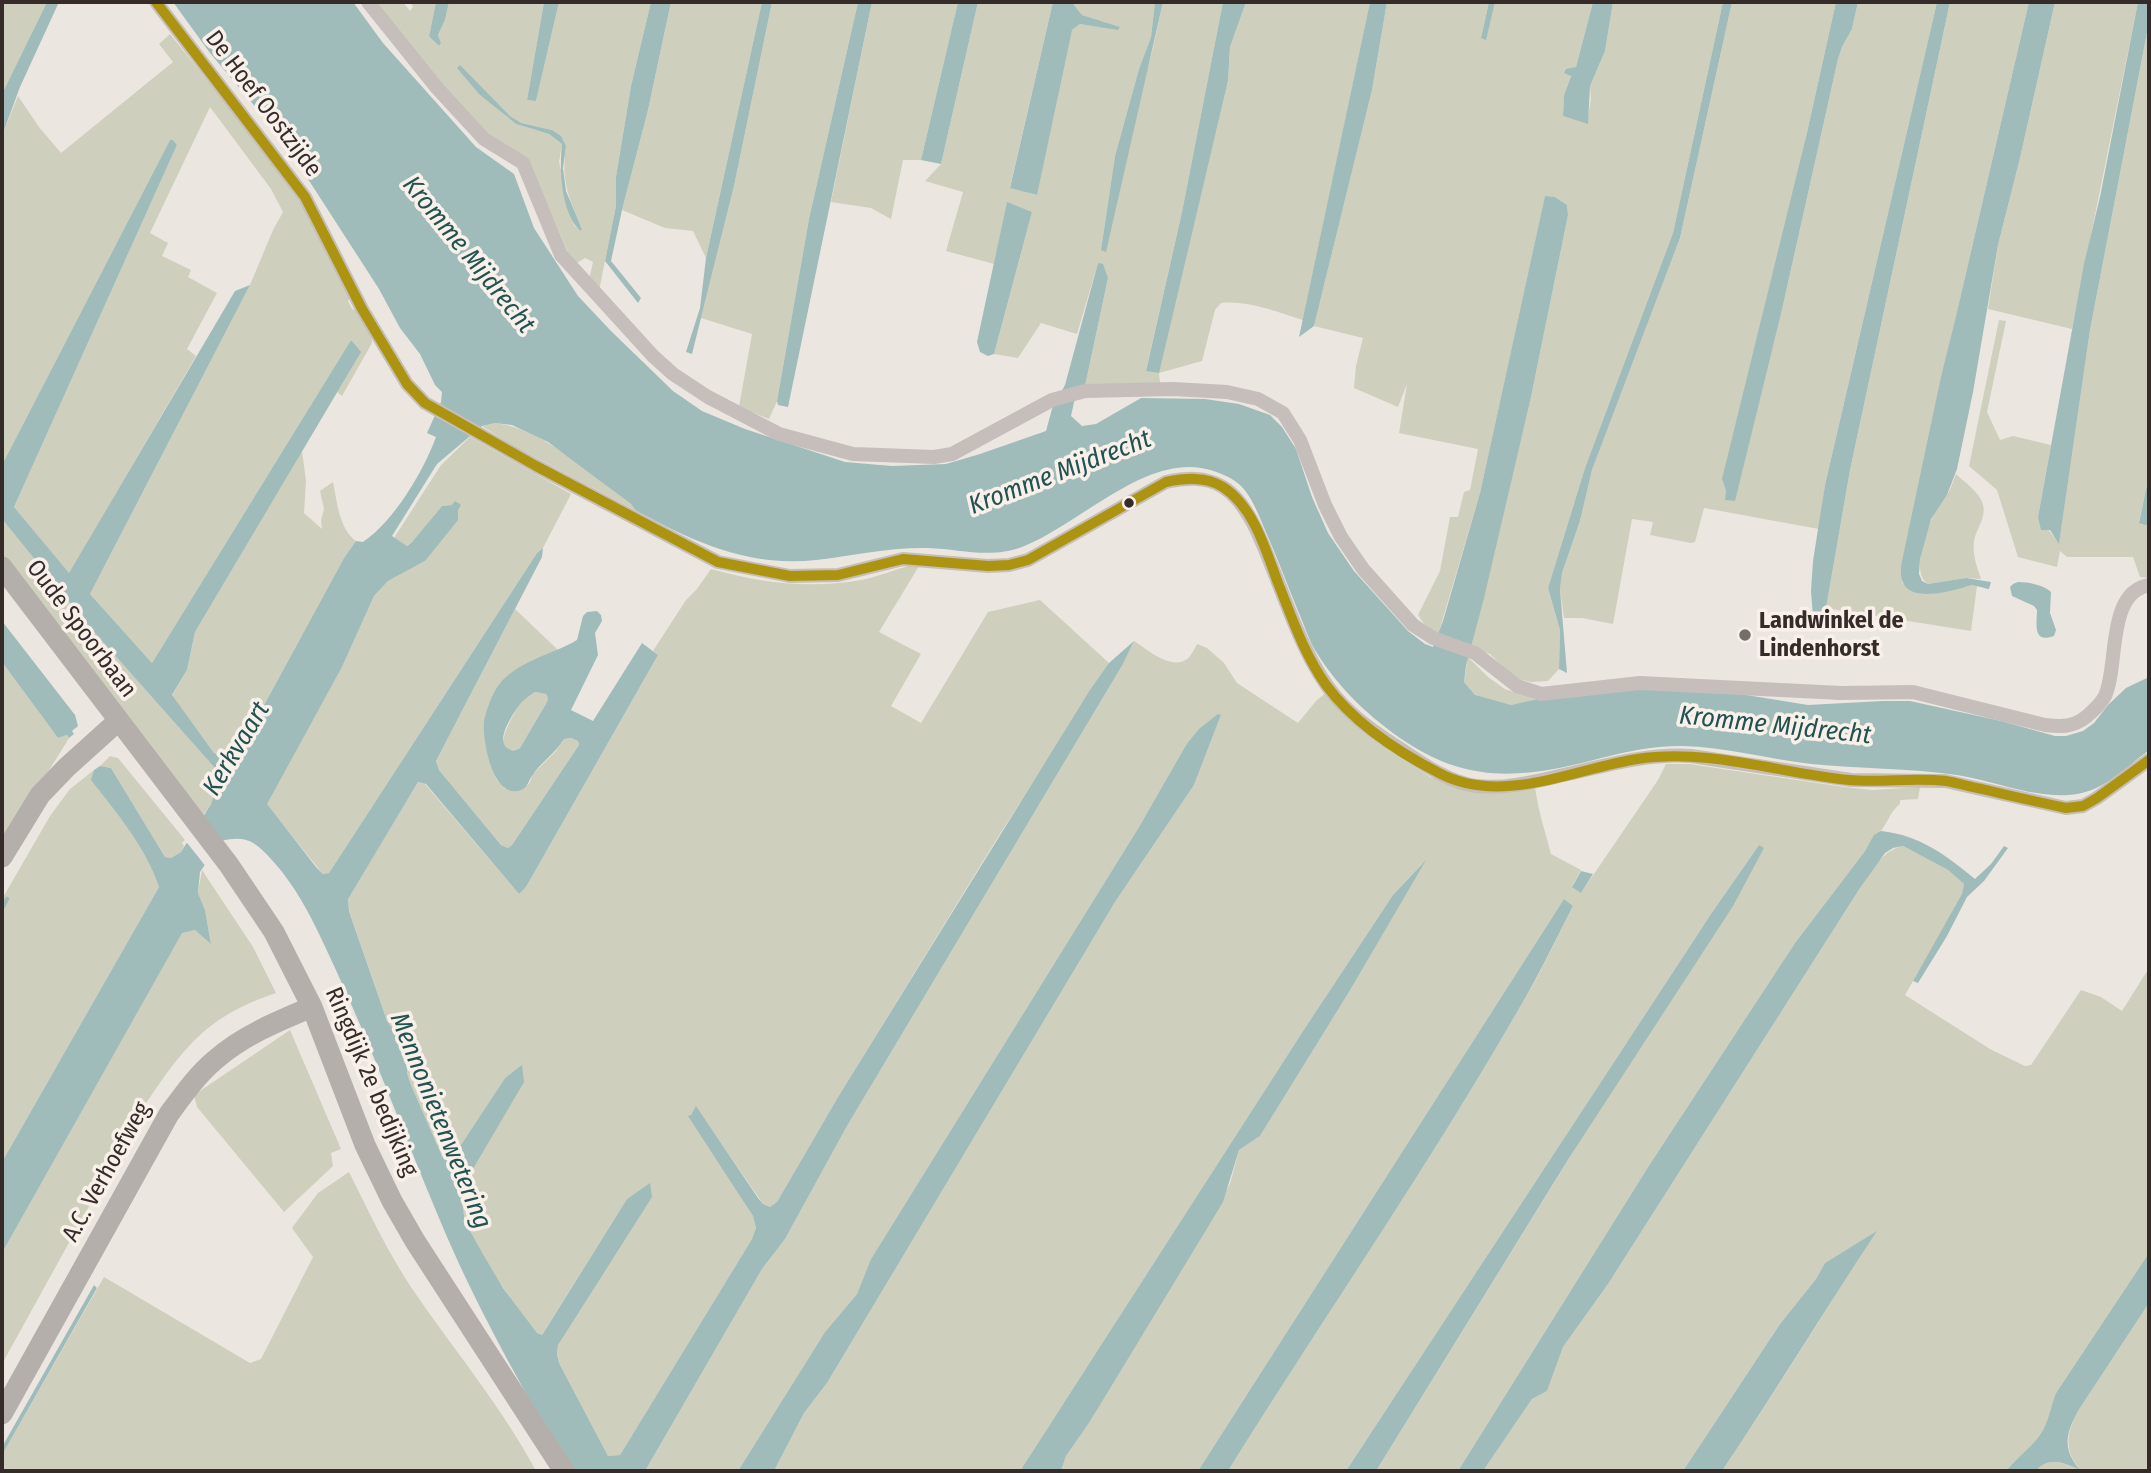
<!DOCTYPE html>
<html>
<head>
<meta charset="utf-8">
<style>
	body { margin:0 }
	#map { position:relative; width:2151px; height:1473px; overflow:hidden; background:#ece6e1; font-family:"Fira Sans Condensed",sans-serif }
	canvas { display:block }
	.frame { position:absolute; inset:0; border:4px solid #352c29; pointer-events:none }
</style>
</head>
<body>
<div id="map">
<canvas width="2151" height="1473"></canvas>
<div class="frame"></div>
</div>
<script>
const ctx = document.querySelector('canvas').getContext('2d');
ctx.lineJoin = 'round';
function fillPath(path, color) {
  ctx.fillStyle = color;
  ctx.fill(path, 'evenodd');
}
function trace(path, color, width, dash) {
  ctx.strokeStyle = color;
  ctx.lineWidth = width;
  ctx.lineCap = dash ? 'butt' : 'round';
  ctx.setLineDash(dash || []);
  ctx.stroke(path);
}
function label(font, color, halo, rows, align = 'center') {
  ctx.font = font + ' "Fira Sans Condensed",sans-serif';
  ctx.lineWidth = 7;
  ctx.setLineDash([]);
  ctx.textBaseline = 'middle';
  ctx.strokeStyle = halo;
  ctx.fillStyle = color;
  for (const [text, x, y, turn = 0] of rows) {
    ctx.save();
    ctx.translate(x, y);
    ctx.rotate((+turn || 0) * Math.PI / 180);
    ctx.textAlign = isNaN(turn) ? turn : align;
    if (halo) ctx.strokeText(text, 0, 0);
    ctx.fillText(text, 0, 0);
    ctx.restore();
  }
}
fillPath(new Path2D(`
	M2,2H47L2,94Z
	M369,2H403L410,11L413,7L410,2H436L429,35L439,46L441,43L438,35L445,20L449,2H544L527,100L536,101L559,2H651L631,86L616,177V206L599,291L589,280L593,262L585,258L577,263L569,255L529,161L483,130ZM460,66L510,116L520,123L552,130L566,146C561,181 568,196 582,228L580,231L574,225L559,162L562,144L549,134L516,124L500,111Z
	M671,2H762L706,258L693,231L665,228L622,210L648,110Z
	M772,2H858L809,219L777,401L769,419L739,407L752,334L701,318L734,186Z
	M872,2H958L921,160H903L891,219L871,208L831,202Z
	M978,2H1053L1010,187L1036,195L1071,31L1080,24L1118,29L1119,27L1082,15L1074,5V2H1155L1151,37L1139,69L1115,156L1101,250L1153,48L1163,2H1223L1182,212L1146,370L1158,373L1228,81L1230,47L1246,2H1370L1303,320C1277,312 1248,300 1221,303L1215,310L1202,361L1159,373L1160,383L1085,386L1108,278L1098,263L1077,334L1041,323L1018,358L994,354L1032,212L1007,203L994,264L946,251L963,192L925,181L941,164Z
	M1387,2H1489L1481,38L1495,2H1593L1576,67L1565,73L1571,75L1564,95L1563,116L1587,123L1591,99L1590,86L1605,51L1613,2H1723L1673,233L1585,468L1548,588L1560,630L1559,669L1548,681L1531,682L1514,678L1490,654L1471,647L1531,397L1568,215L1567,205L1555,197H1545L1480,493L1438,635L1424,624L1418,615L1440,571L1450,517H1458L1464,492L1470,490L1478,449L1399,433L1407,384L1398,407L1354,388L1356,366L1363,338L1314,326L1372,90Z
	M1732,2H1836L1806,137L1734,501L1781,314L1838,59L1842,47L1852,29L1858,2H1937L1825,485L1819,529L1704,508L1695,542L1691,543L1650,535L1653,522L1632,519L1613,624L1582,618H1564L1560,589L1562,573L1580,521L1592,470L1680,238Z
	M1950,2H2029L1956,316L1942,372L1902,583C1926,607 1951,584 1977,586L1971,631L1826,608L1850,470Z
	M2055,2H2138L2072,329L1988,309L1998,245L2020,158Z
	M2149,22V475L2139,522L2145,524L2149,523V578L2140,577L2133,557H2067L2060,551L2057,567L2018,557L1997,490L1969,466L1999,320L2006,321L1987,412L2000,440L2013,436L2051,445L2038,517L2059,543L2090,330Z
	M170,34L247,130L311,217L352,293L348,301L352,309L362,313L371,333L372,343L342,396L337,392L360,353L351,340L152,663L90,594L250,285L273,230L283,212L271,189L210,107L150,233L168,243L162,256L191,270L188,277L217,293L187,349L196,356L69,574L14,507L177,145L173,140H170L2,465V136L18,96L39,127L61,153L173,62L159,44Z
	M495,423C543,428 592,476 631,504L635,510L512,445L482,426Z
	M470,437L571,494L543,548L537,553L329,873L323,874L266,804L342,667L374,596L388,581L425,561L452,505L442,506L412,542L406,546L394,538L441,465Z
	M302,451L306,481L304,513L322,529L321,520L324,509L320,491L333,482C337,501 339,529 356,541L344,558L237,755L227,758L214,753L172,696L187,670L195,632Z
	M1956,474C1963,481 1975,489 1980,498C1990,514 1977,526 1974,541C1972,554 1977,567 1981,579L1966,578L1928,584C1911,574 1925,533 1932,518C1936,509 1942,503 1947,495C1951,489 1953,481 1956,474Z
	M2,519L88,625L214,767C221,788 214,802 200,819L2,556Z
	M913,565L919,566L879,632L921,654L891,706L921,723L988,612L1040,600L1109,663L998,837L838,1097L777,1202L770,1207L763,1204L696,1107L691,1115L753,1216L756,1228L752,1239L620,1455L608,1456L559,1363L557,1354L558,1345L650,1184L627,1199L541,1336L537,1333C515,1305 464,1238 462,1204C461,1183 475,1166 483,1149C497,1122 509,1094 522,1066L505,1078L453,1157L447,1161L442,1156L411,1085L407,1073L408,1050L387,1021L349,910L348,898L418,782L425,784L519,894L526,887L658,655L653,651L686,600L697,589L711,569C760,583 810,589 861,580C878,577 895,569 913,565Z
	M515,609L558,650L511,673L485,738L496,779L504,788L510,790H517L529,784L533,774L556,751L564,739L571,738L578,741L579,745L512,845L508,848L501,845L439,770L436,761Z
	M1134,641C1147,649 1171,671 1187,659C1191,656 1195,648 1197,644L1207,648L1224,663L1237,683L1298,723L1316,701L1328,691L1374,739L1430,777L1468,789L1535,787C1538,810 1545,831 1551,854L1581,870L1572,886L1581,893L1658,780L1666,764H1689L1844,787L1873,790L1920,787L1918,799L1900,800V804C1889,812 1888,824 1879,833C1872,839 1870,843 1865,851L1795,943L1650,1164L1458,1471H1376L1559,1175L1759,845L1711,914L1346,1471H1228C1326,1314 1432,1161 1524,1000C1542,970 1557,938 1573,906L1564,899L1198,1471H1061L1066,1456L1089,1423L1230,1184L1239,1150L1260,1136L1349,992L1423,863L1393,895L1305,1028L1020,1471H774L804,1413L827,1383L1115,902L1194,785L1221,715L1186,745L1139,827L871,1259L857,1294L825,1332L738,1471H645L762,1269L785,1239L847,1126L1123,664Z
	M1468,657L1488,677L1505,689L1536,700L1511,705L1494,702L1475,695L1464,682Z
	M2,662L58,738L67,735L69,738L2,847Z
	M535,692L546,694L548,698L547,702L520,748C485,763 514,712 521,703C525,699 530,695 535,692Z
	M110,756L118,758L185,840L182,843L184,846L181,852L171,858L165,857L111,768L100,766Z
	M94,770L92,780C117,813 146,848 159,887L2,1162V899L50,816L70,789Z
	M1903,846L1948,870L1964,884L1963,894L1905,995L1990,1049L2025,1066L2031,1065L2081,990L2101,997L2122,1011L2149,968V1253L2056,1393C2051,1405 2049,1419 2043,1430C2034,1446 2017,1457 2006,1471H1722C1775,1393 1824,1312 1875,1233L1825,1263L1816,1279L1780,1324L1683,1471H1483L1532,1399L1547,1391L1563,1347L1608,1284L1860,888C1872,871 1882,850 1903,846Z
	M202,870L253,947L276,993C207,1016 184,1047 145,1105L2,1364V1253L182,932L195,930L211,943L205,910L198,893Z
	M290,1030L341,1149L331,1153L333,1166L284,1212L197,1107L194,1095Z
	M349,1172C369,1212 388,1253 413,1290C454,1350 502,1407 536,1471H2V1455L104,1277L250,1363L261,1359L313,1257L292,1228L318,1193Z
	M2149,1303V1471H2036C2047,1455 2063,1465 2078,1467C2063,1447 2068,1431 2078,1411Z`), '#cecfbc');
fillPath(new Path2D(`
	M47,2H59L20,87L2,136V94Z
	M173,2H353L383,43L476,147L514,174L534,228L578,296L611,331L673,391L702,411L745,429L845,462L892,466L946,464L980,454L1046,431L1052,409L1065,385L1098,263L1103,264L1108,278L1085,386L1074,402L1071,416L1082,426L1096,424L1141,398L1205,399L1239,404L1270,415L1282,427L1296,449L1312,497L1328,533L1354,571L1408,631L1425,644L1433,647L1443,621L1480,493L1545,196L1555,197L1567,205L1568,215L1531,397L1484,598L1466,666L1464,682L1475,695L1511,705L1538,699L1624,688L1734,693L1808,705L1883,701H1910L2001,721L2055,736H2066L2083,731L2094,723L2108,705L2126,688L2149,677V750C2124,769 2101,794 2068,795C2030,797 1994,781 1957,775C1909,768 1859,769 1811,764C1768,759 1725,747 1682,746C1638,745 1597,761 1554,769C1497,779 1455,774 1406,742C1370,718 1338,688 1315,650C1308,638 1304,624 1298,611C1287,584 1277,557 1265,530C1259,516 1252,496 1240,485C1230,476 1214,470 1201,468C1141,458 1077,526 1022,547C990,559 960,549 928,548C891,547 852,556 816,560C747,567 694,542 635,510L631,504L548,442L512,425L495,423L482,426L437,464L392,536L407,546L412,542L442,506L452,505L455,501L461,505L458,510V520L425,561L388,581L374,596L342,667L267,804L316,867L323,874L329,873L537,553L543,548L542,557L436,761L439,770L501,845L508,848L512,845L579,745L578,741L571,738L564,739C555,754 540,763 532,776C529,780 528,786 523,789C493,804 482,739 484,721C486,711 492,694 498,686C516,661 552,655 577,640L583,616L587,612L597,611L601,615L602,621L595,633L598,655L571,710L593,721L642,643L658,655L526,887L519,894L426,784L418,782L348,899L349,911L387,1021L408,1050L407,1073L411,1085L442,1156L447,1160L453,1157L505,1078L522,1065L524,1082L467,1179L462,1202L465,1222L484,1256L503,1288L537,1333L542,1335L627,1199L650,1183L652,1197L558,1345L557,1354L559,1363L608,1456L620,1455L752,1239L756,1228L753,1216L688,1116L691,1115L696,1106L758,1198L763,1204L770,1207L777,1202L838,1097L1090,690L1109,663L1134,641L1123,664L847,1126L785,1239L762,1269L645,1471H570C523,1389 475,1305 439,1218C404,1135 373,1050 335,968C318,931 300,890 271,859C255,841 245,835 221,841L200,872L198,893L205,910L211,944L195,930L182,933L2,1253V1162L159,887C146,848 117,813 91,780L94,770L100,766L111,768L165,857L171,858L181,852L211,804L219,781L214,767L88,625L2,519V465L170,140H173L177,145L14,507L69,573L235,291L250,285L90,594L152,663L351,340L361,352L195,632L187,670L172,695L214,753L227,758L237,755L344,558L356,541L363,542C394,521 423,472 436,437L427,433L441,402L442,392L435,385L420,354L400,328L379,289L297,162L268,122L210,53ZM535,692L546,694L548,698L547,702L520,748C515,750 514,752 509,749C493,742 514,712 521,703C525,699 530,695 535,692Z
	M436,2H449L445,20L438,35L441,43L439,46L429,36Z
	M544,2H559L536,101L527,100Z
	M651,2H671L648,110L622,210L611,261L641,298L638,303L605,261L616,206V177L631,86Z
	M762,2H772L734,186L692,354L686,352L700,308L706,258Z
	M858,2H872L788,407L778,405L777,401L809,219Z
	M958,2H978L941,164L921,160Z
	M1053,2H1074V5L1082,15L1120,27L1118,30L1080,24L1072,30L1037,195L1010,188Z
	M1155,2H1163L1106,252L1101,250L1115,156L1139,69L1151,37Z
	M1223,2H1246L1230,47L1228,81L1159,373L1146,371L1182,212Z
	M1370,2H1387L1372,90L1314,326L1299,337Z
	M1489,2H1495L1486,40L1481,38Z
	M1593,2H1613L1605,51L1590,86L1588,124L1563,116L1564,95L1571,76L1564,73L1566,69L1576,67Z
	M1723,2H1732L1680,238L1592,470L1580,521L1562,573L1560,589L1567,673L1559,669L1560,630L1548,588L1585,468L1673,233Z
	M1836,2H1858L1852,29L1842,47L1838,59L1781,314L1735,501L1725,500L1726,490L1722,479L1806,137Z
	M1937,2H1950L1850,470L1826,608L1814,629L1811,591L1813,561L1825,485Z
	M2029,2H2055L2020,158L1998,245L1973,392L1957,469L1947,495L1931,519L1920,559L1919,574L1922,581L1928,584L1966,578L1991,582L1989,589C1983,588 1974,584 1968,586C1951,591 1909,604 1902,580C1899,570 1903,557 1905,547L1942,372L1956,316Z
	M2138,2H2149V22L2090,330L2059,544L2050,530H2041L2038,517L2084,264L2100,197Z
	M460,65L510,116L521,123L552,130L561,136L566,146L563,168L566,191L582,229L580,231C561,211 559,171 562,144L549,134L516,124L479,94L457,68Z
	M1007,202L1032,212L994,354L988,356L980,352L977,342Z
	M2149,475V523L2146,525L2139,523Z
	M2018,582C2028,582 2044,585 2051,592L2050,613L2056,630L2054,636C2032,644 2037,623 2037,610L2034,606L2012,596L2010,587L2013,584Z
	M2,621L75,715L78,726L72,731L74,734L69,738L67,735L58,738L2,662Z
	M1218,714L1221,715L1194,785L1115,902L827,1383L804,1413L774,1471H738L825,1332L857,1294L871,1259L1139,827L1186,745L1199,729Z
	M1881,831C1919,835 1946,855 1975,879L1991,864L2004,846L2008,848L1984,881L1967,897L1947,936L1918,983L1913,981L1962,894L1964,884L1948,870L1903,846L1893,848L1885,853L1860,888L1608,1284L1563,1347L1547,1391L1532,1399L1483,1471H1458L1650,1164L1795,943L1865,851L1874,835Z
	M1759,845L1764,848L1733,906L1571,1155L1376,1471H1346L1711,914Z
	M1426,860L1349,992L1260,1136L1239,1150L1223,1202L1089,1423L1066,1456L1061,1471H1020L1305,1028L1393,895Z
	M1581,871L1593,874L1581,893L1572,887Z
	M1564,899L1573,906C1557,937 1542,969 1524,1000C1432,1161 1326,1314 1228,1471H1198Z
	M1877,1231C1824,1311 1775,1392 1722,1471H1683L1780,1324L1816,1279L1825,1263Z
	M2149,1253V1303L2078,1411C2066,1434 2062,1447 2079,1469C2064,1463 2047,1456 2036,1471H2006C2017,1457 2034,1446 2043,1430C2049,1419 2051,1405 2056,1393Z
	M94,1285L97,1288L2,1455V1447Z`), '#9fbcba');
fillPath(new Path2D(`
	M197,817L223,844L207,868L184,839Z`), '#ece6e1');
trace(new Path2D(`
	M2,908L7,899`), '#9fbcba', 4.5);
trace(new Path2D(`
	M156,2L305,197L362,309L407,384L425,403L536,466L718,562L790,576L838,575L903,559L988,566L1009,565L1028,560L1166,482C1186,478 1205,476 1223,487C1249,503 1263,545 1274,572C1290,612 1307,663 1335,696C1354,719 1380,736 1405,752C1426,766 1451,783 1476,786C1503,789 1529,783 1555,777C1600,767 1645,753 1691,756L1851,780L1945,781L2066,808L2083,806L2097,798L2149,760
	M368,2L437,88L484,139L523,163L561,255L653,356L673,374L708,397L779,434L853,454L934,457L952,454L1052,400L1085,391L1173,389L1227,392L1258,399L1283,413L1300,440L1325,505L1341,537L1363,569L1413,625L1433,638L1475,653L1517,686L1541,694L1640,683L1841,693L1913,692L2045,725C2062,727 2073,727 2086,717C2093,711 2101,704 2105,696C2119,665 2106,593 2149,585`), '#c5beba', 14);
trace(new Path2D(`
	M2,567L229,865L274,932L312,1007L365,1145L392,1201L415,1241L564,1471
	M2,857L40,795L67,767L118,721
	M2,1414L169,1114C183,1095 197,1075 215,1060C242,1036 278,1021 312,1007`), '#b5afab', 21);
trace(new Path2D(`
	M156,2L305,197L362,309L407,384L425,403L536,466L718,562L790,576L838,575L903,559L988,566L1009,565L1028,560L1166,482C1185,478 1206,476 1223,487C1254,507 1266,551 1278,583C1292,618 1304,654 1326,685C1354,723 1398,752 1439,773C1501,806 1574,769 1637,759C1708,748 1779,773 1849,780C1881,783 1914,777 1946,781C1958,783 1970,787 1982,789C2010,796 2038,802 2066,808L2083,806L2097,798L2149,760`), '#ac9410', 10);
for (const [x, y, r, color] of [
	[1129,503,6,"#352c29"],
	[1745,635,7,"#756d69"]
]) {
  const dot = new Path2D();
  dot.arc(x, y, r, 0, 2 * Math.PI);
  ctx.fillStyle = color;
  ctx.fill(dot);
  trace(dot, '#f8f0e9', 2.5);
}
label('24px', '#352c29', '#f8f0e9', [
	["De Hoef Oostzijde",263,104,53],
	["Oude Spoorbaan",81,629,53],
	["Ringdijk 2e bedijking",371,1082,67],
	["A.C. Verhoefweg",107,1172,-61]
]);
label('bold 24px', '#352c29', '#f8f0e9', [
	["Landwinkel de",1759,621],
	["Lindenhorst",1759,649]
], 'left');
label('italic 26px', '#225252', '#f8f0e9', [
	["Kromme Mijdrecht",468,255,51],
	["Kromme Mijdrecht",1060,473,-21],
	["Kromme Mijdrecht",1775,726,6],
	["Kerkvaart",237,749,-59],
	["Mennonietenwetering",440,1121,68]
]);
</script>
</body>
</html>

■ What you will do ■
Transcribe only these lines, exactly: the first line of the listing, every line after it, and the line with "function trace(path, color, width, dash)", where the copy ends. Include no picture.

■ Answer box ■
<!DOCTYPE html>
<html>
<head>
<meta charset="utf-8">
<style>
	body { margin:0 }
	#map { position:relative; width:2151px; height:1473px; overflow:hidden; background:#ece6e1; font-family:"Fira Sans Condensed",sans-serif }
	canvas { display:block }
	.frame { position:absolute; inset:0; border:4px solid #352c29; pointer-events:none }
</style>
</head>
<body>
<div id="map">
<canvas width="2151" height="1473"></canvas>
<div class="frame"></div>
</div>
<script>
const ctx = document.querySelector('canvas').getContext('2d');
ctx.lineJoin = 'round';
function fillPath(path, color) {
  ctx.fillStyle = color;
  ctx.fill(path, 'evenodd');
}
function trace(path, color, width, dash) {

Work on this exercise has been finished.